## SUPPLIED RECORDS

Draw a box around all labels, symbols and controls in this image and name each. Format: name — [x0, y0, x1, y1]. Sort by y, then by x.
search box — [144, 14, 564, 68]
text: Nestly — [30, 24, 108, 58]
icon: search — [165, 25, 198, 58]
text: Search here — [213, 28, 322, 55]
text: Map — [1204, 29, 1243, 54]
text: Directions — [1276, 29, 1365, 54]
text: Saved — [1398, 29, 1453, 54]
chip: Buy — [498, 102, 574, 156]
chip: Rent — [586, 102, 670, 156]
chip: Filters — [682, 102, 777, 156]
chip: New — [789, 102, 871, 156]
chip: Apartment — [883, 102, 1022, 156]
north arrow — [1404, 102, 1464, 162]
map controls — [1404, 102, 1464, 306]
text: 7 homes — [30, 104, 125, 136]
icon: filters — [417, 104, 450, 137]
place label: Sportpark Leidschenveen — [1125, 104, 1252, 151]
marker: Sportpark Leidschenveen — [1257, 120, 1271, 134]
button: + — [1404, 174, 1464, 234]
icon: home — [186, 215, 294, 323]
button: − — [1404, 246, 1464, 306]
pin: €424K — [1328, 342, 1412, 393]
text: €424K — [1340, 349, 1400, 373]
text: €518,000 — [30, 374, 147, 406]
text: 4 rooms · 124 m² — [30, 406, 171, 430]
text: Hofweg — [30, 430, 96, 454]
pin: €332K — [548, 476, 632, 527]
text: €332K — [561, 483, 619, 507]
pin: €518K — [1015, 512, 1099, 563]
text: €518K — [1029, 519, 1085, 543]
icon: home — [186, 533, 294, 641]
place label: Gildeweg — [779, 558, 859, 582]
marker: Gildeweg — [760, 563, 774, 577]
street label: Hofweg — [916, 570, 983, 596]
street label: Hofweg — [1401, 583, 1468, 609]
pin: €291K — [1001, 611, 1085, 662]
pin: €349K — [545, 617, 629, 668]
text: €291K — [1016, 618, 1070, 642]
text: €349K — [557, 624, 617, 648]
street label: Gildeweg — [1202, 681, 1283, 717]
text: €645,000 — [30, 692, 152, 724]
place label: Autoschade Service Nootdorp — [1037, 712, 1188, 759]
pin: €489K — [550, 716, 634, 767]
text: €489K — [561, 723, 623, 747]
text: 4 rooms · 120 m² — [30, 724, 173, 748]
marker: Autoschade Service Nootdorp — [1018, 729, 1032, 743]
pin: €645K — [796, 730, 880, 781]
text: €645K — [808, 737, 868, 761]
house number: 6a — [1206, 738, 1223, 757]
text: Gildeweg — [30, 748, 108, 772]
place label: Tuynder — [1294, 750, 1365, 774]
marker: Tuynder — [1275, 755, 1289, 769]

## WHAT YOU HAVE TO DO
Once you have found every line above holding the word "icon", copy those lines.

## RESPONSE AREA
icon: search — [165, 25, 198, 58]
icon: filters — [417, 104, 450, 137]
icon: home — [186, 215, 294, 323]
icon: home — [186, 533, 294, 641]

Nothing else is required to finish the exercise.